In dictatorships we are more fortunate than you in the West in one respect. We believe nothing of what we read in the newspapers and nothing of what we watch on television, because we know it’s propaganda and lies. Unlike you in the West, we’ve learned to look behind the propaganda and to read between the lines, and unlike you, we know that the real truth is always subversive. — Zdenek Urbanek
10 MAY—The great Indian prince, Siddhartha Gautama, was not a conformist. The man who would become a Buddha—a fully awakened being—saw through the propaganda of his time and rejected it. He saw through the powerful propaganda of his own ego, thereby liberating himself from the deceitful and seductive narratives that had imprisoned him. The Buddha was in every sense a dissident.
We too must become dissidents—if we wish to wake up.
Right now, the unfortunate and tragic situation in Ukraine could be a cause for waking up. We could seize this as an opportunity to see more clearly, to understand and articulate desperately needed truths, and in that way rescue something meaningful from tragedy. Or, we can slip into a deeper slumber.
From the beginning of Russia’s invasion of Ukraine on 24 February the single most important priority and goal for all of us— every single country or individual that professes to care about Ukrainian lives and sovereignty—should have been, and still ought to be, ending the war as quickly as possible through a negotiated settlement.
Why hasn’t this happen yet? Which countries stand in the way? Why, instead of helping to broker a peace, have certain countries (the United States principally among them) decide instead to ship billions of dollars in armaments to keep the war going? Who precisely benefits from this? It is certain the Ukrainian people do not.

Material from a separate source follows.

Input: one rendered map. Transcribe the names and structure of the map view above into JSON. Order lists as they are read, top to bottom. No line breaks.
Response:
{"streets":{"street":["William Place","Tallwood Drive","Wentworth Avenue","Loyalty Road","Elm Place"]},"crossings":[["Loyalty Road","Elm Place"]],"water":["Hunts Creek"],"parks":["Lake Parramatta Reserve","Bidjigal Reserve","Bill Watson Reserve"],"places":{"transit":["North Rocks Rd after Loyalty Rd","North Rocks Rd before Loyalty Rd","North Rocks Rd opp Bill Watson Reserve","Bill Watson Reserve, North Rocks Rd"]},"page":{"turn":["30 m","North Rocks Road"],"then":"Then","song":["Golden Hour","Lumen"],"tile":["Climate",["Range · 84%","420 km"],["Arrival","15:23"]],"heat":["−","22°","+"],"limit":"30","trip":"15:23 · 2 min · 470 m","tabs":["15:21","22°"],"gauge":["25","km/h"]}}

To answer these questions is to undertake a process of disillusioning. To pursue these questions—indeed, to even consider them—means breaking through layers of propaganda. And to do that, we need to look outside of mainstream media to independent journalism. We need to think beyond convenient and comforting narratives.
* * *
This crisis was slow in the making and many nations, not least Ukraine itself, played a role in creating it. How many of us are willing to acknowledge that and to consider these matters with any degree of impartiality?
Former Brazilian president Lula da Silva recently made headlines when he insisted that Zelensky “is as responsible as Putin for the war.” It is a sentiment shared by many nations and people. Indeed, most of the world’s nations have refused to join the sanctions or criticize Putin. We in the West would do well to wonder why.
Lula went even further:
The United States has a lot of political clout. And Biden could have avoided war, not incited it. . . . Biden could have taken a plane to Moscow to talk to Putin. This is the kind of attitude you expect from a leader.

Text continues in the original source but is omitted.